Tak Kunjung Dapat Keadilan, Pelapor Kasus Tanah Gogagoman Muak Penanganan Oknum Penyidik Polda Sulut

Foto : Ilustrasi oknum penyidik Polda Sulut

CYBERSULUT.NET – Proses kasus tanah di Kelurahan Gogagoman, Kecamatan Kotamobagu Barat, RT 25, RW 7, Lingkungan IV, Kota Kotamobagu, Sulawesi Utara (Sulut), yang diproses Polda Sulut, yang sudah berganti 5 Kapolda tidak kunjung selesai.

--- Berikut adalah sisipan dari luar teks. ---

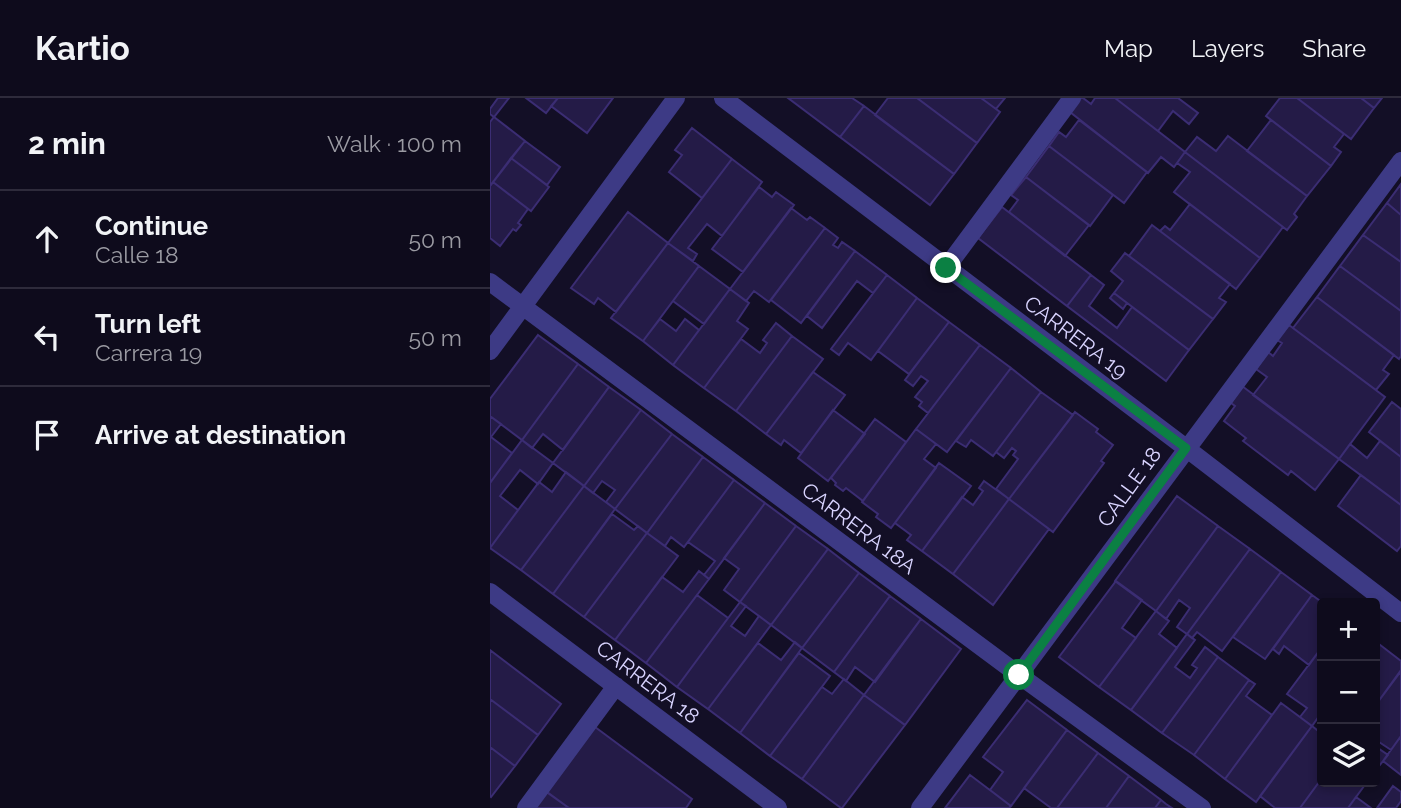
<!DOCTYPE html>
<html lang="en">
<head>
<meta charset="utf-8">
<style>
  :root { --surface:#0e0b1c; --page:#1c1929; --text:#f1f3f6; --muted:#9b9ba3; --line:#2e2b3b }
  body { margin:0; font-family:Raleway,sans-serif; background:var(--page); color:var(--text) }
  .controls { position:absolute; right:21px; bottom:21px; display:grid; overflow:hidden; border-radius:7px; box-shadow:0 4px 10px #0003 }
  .controls button { width:63px; height:63px; display:grid; place-items:center; padding:0; border:0; border-bottom:2px solid var(--line); background:var(--surface); color:var(--text); font:35px sans-serif }
  .stop { position:absolute; width:21px; height:21px; margin:-16px; border:5px solid #0b8043; border-radius:50%; background:#fff }
  .stop.end { background:#0b8043; border-color:#fff; box-shadow:0 2px 7px #0008 }
  .list { margin:0; padding:0; list-style:none }
  h2 { display:flex; justify-content:space-between; align-items:center; height:91px; margin:0; padding:0 28px; font-size:30px }
  h2 small { font-size:23px; font-weight:400; color:var(--muted) }
  .list li { display:grid; grid-template-columns:46px 1fr auto; gap:21px; align-items:center; box-sizing:border-box; height:98px; padding:0 28px; border-top:2px solid var(--line) }
  .list b { display:block; font-size:26px; white-space:nowrap }
  .list p { margin:0; font-size:23px; white-space:nowrap; color:var(--muted) }
  .list em { font-size:23px; font-style:normal; color:var(--muted) }
  .icon { flex:none; width:38px; height:38px; fill:none; stroke:currentColor; stroke-width:2; stroke-linecap:round; stroke-linejoin:round }
  .map { position:relative; flex:none; width:911px; height:710px; overflow:hidden }
  header { display:flex; align-items:center; gap:42px; box-sizing:border-box; height:98px; padding:0 35px; background:var(--surface); border-bottom:2px solid var(--line) }
  header strong { font-size:33px }
  nav { display:flex; gap:38px; margin-inline-start:auto; font-size:24px }
  main { display:flex }
  aside { flex:1; background:var(--surface) }
  .map>svg:first-child { display:block }
  .building { fill:#241b47; stroke:#3b2d73; stroke-width:2 }
  .lines { fill:none; stroke-linecap:round; stroke-linejoin:round }
  .minor { stroke:#3d3a85; stroke-width:18 }
  .route { stroke:#0b8043; stroke-width:9 }
  .labels { text-anchor:middle; dominant-baseline:central; stroke-width:5; stroke-linejoin:round; paint-order:stroke }
  .street-label { font-size:21px; fill:#d9d4ff; stroke:#130f26 }
</style>
</head>
<body>
<header>
<strong>Kartio</strong>
<nav><a>Map</a><a>Layers</a><a>Share</a></nav>
</header>
<main>
<aside>
<h2>2 min<small>Walk · 100 m</small></h2>
<ul class="list">
<li><svg class="icon" aria-label="ahead" viewBox="0 0 24 24"><path d="M12 20V5M6 11l6-6 6 6"/></svg><div><b>Continue</b><p>Calle 18</p></div><em>50 m</em></li>
<li><svg class="icon" aria-label="left" viewBox="0 0 24 24"><path d="M17 20v-9H6M10 6l-5 5 5 5"/></svg><div><b>Turn left</b><p>Carrera 19</p></div><em>50 m</em></li>
<li><svg class="icon" aria-label="arrive" viewBox="0 0 24 24"><path d="M6 21V4h12l-3 4 3 4H6"/></svg><div><b>Arrive at destination</b></div></li>
</ul>
</aside>
<div class="map">
<svg width="911" height="710" viewBox="0 0 911 710">
  <rect width="100%" height="100%" fill="#130f26"/>
  <path class="building" d="M8,0H19L4,19L0,16V11Z
    M36,0H68L56,15Z
    M68,0H123L97,35L61,8Z
    M298,0H362L374,8L350,39Z
    M398,0H427L487,45L464,76L385,17Z
    M427,0H491L510,14L487,45Z
    M491,0H515L506,11Z
    M591,0H593L601,6L605,0H625L695,54L684,69L671,59L658,75L580,14Z
    M625,0H688L708,15L699,26L683,13L668,33Z
    M790,0H807L854,36L844,49L851,54L841,68L776,18Z
    M807,0H871L884,10L861,41Z
    M871,0H892L884,10Z
    M374,8L464,76L440,107L350,39Z
    M4,19L35,43L0,88V24Z
    M589,22L657,74L634,105L559,48L569,34L576,39Z
    M781,22L841,68L817,98L757,53Z
    M202,30L242,61L212,100L179,74L192,57L185,52Z
    M738,38L817,98L804,116L807,119L797,132L695,54L707,39L726,53Z
    M35,43L70,69L57,87L21,60Z
    M559,48L623,97L600,128L536,79Z
    M695,54L793,129L770,160L684,94L700,74L687,65Z
    M21,60L59,89L41,113L3,84Z
    M242,61L272,84L232,138L217,126L198,150L207,156L203,163L178,145Z
    M536,79L599,127L575,158L519,114L528,102L521,97Z
    M3,84L38,111L28,125L31,127L26,133L23,131L10,148L0,140V88Z
    M911,86V117L897,105Z
    M269,89L282,99L286,94L304,107L253,174L222,151Z
    M897,105L911,117V164L873,137Z
    M700,106L770,160L746,191L670,133L675,128L680,132Z
    M512,109L601,177L577,208L488,140Z
    M301,110L317,122L320,119L335,130L279,204L264,193L256,203L240,191Z
    M138,114L178,145L126,214L108,200L104,206L81,190Z
    M662,127L740,186L729,200L736,204L723,221L639,158Z
    M335,130L348,140L343,147L348,150L352,144L365,153L311,225L281,202Z
    M873,137L911,164V213L850,168Z
    M178,145L209,168L153,243L121,220Z
    M365,153L397,177L383,195L367,183L332,230L317,218Z
    M635,155L723,221L699,252L624,195L633,183L621,173Z
    M209,168L240,191L214,226L183,203Z
    M850,168L911,213V258L909,261L827,199Z
    M397,177L427,200L381,262L358,245L349,257L341,251Z
    M601,177L614,187L599,208L627,230L642,209L699,252L676,283L577,208Z
    M240,191L259,205L247,223L258,231L214,290L183,267Z
    M624,195L637,205L633,211L620,200Z
    M827,199L904,257L893,272L899,276L886,292L803,230Z
    M427,200L459,224L419,276L388,253Z
    M170,221L186,233L195,221L209,232L183,267L153,243Z
    M459,224L490,247L438,315L429,308L432,304L425,299L438,283L431,278L423,288L415,282Z
    M286,225L302,238L246,313L214,290L251,241L270,255L277,245L273,242Z
    M799,227L895,299L849,361L763,297L777,279L766,271L778,254L783,258L792,245L787,242Z
    M48,237L88,266L32,342L0,318V301Z
    M302,238L333,261L276,336L246,313Z
    M490,247L521,270L457,354L426,331Z
    M88,266L119,289L73,352L53,336L42,350L32,342Z
    M521,270L551,294L503,358L481,342L476,349L466,343Z
    M323,274L355,297L311,355L294,342L291,347L276,336Z
    M752,288L849,361L825,392L801,373L798,377L753,343L756,340L734,323L745,308L741,305Z
    M119,289L151,312L94,388L63,365Z
    M551,294L583,317L519,401L506,391L528,361L523,357L526,353L522,350L514,360L506,354Z
    M902,304L911,311V359L879,334Z
    M151,312L182,336L125,411L116,404L125,392L112,383L103,395L94,388Z
    M343,312L375,336L338,383L308,360Z
    M585,314L608,331L606,334L623,347L611,363L614,365L563,434L519,401Z
    M0,318L11,326L1,339L22,355L0,385Z
    M385,321L416,344L373,403L356,390L353,393L345,387L346,385L341,380Z
    M426,331L446,346L434,361L446,370L401,430L386,419L388,416L372,404Z
    M182,336L213,359L157,435L125,411Z
    M32,342L63,365L48,386L30,372L10,398L28,412L0,450V385Z
    M890,343L911,359V407L849,361L860,346L877,360Z
    M213,359L244,382L194,449L181,439L175,448L157,435Z
    M449,365L481,388L432,453L417,442L421,437L405,425Z
    M76,374L94,388L31,472L0,450L49,384L62,394Z
    M871,377L911,407V448L907,453L848,408Z
    M244,382L275,405L219,481L214,477L225,463L198,444Z
    M494,383L519,401L463,476L432,453L472,399L483,407L493,393L489,390Z
    M94,388L125,411L63,496L31,472Z
    M687,398L728,428L666,513L625,483Z
    M519,401L559,431L503,507L463,476Z
    M275,405L306,428L250,504L234,492L249,471L234,460Z
    M122,416L144,432L148,428L157,435L94,519L63,496Z
    M306,428L338,451L281,527L250,504Z
    M728,428L760,451L697,536L687,529L700,510L689,502L676,521L666,513Z
    M157,435L188,458L125,542L94,519Z
    M338,451L369,475L312,550L281,527Z
    M760,451L791,474L732,553L707,534L702,540L697,536Z
    M209,473L219,481L156,565L125,542L172,479L193,494Z
    M791,474L822,497L775,561L743,539Z
    M369,475L400,498L344,574L312,550Z
    M626,483L652,502L632,530L646,540L609,589L569,559Z
    M207,497L238,520L187,589L156,565Z
    M822,497L833,505L832,549L819,567L794,548L789,556L783,551Z
    M400,498L431,521L385,584L365,569L356,583L344,574Z
    M250,504L256,508L241,528L255,538L269,518L281,527L218,611L187,589Z
    M666,513L679,523L669,536L687,550L641,612L609,589Z
    M431,521L471,551L415,627L374,597Z
    M697,536L705,542L685,569L700,580L707,570L702,567L715,549L728,559L672,635L641,612Z
    M885,543L911,563V572L885,608Z
    M305,544L312,550L250,635L218,611L268,545L291,562Z
    M832,549V614L822,628L810,619L817,610L797,596Z
    M0,552L71,606L48,637L0,601Z
    M309,555L340,578L280,658L250,635Z
    M728,559L759,582L704,657L672,635Z
    M911,573V638L901,652L889,644L885,648L898,657L885,673V608Z
    M354,581L374,597L312,681L280,658L331,590L332,589L342,596Z
    M759,582L765,586L756,598L782,617L735,681L704,657Z
    M374,597L415,627L352,710H351L312,681Z
    M0,601L48,637L25,668L0,649Z
    M537,602L577,632L521,708L500,692L513,674L493,659Z
    M791,605L822,628L766,704L735,681Z
    M101,626L202,701L196,710H79L53,691Z
    M822,628L832,636V680L810,710H785L770,698Z
    M577,632L608,655L567,710H561L534,690Z
    M911,638V677L893,663Z
    M0,649L25,668L1,699L0,698Z
    M608,655L639,678L616,710H567Z
    M480,677L521,708L519,710H455Z
    M639,678L671,702L665,710H616Z
    M832,680V684H877L858,710H810Z
    M903,688L911,694V703L906,710H887Z
    M55,693L79,710H42Z
    M866,699L881,710H858Z
    M671,702L676,706L682,710H665Z"/>
  <g class="lines">
    <path class="minor" d="M233,0L696,350L911,515
      M456,170L582,0
      M0,184L529,577L712,710
      M0,253L186,0
      M0,494L288,710
      M36,710L126,588
      M430,710L911,63"/>
  </g>
  <g class="lines">
    <path class="route" d="M456,170L696,350L529,577"/>
  </g>
  <g class="labels">
    <g class="street-label">
      <text transform="translate(586 239) rotate(37)">CARRERA 19</text>
      <text transform="translate(639 389) rotate(-54)">CALLE 18</text>
      <text transform="translate(369 430) rotate(37)">CARRERA 18A</text>
      <text transform="translate(158 584) rotate(37)">CARRERA 18</text>
    </g>
  </g>
</svg>
<div class="controls">
<button>+</button>
<button>−</button>
<button><svg class="icon" aria-label="layers" viewBox="0 0 24 24"><path d="M12 4l9 5-9 5-9-5zM3 14l9 5 9-5"/></svg></button>
</div>
<div class="stop" style="left:529px;top:577px"></div>
<div class="stop end" style="left:456px;top:170px"></div>
</div>
</main>
</body>
</html>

Perwakilan Pelapor Ing Mokoginta sudah muak dengan sikap dari oknum-oknum yang ada di Polda Sulut. Dimana kasusnya diputar –putar tanpa ada kepastian hukum.

“Tanah itu milik SHM 98/ 1978 yang sah dan sudah diperkuat PTUN. Silahkan baca juga di SK Pembatalan SHM 2 Palsu,” ujar Prof Ing Mokoginta, Jumat (18/2/2022).

Menurut dia, kami menilai pengukuran tanah tidak relevan dengan gugatan kami, yakni, perampasan hak dan pemalsuan dokumen.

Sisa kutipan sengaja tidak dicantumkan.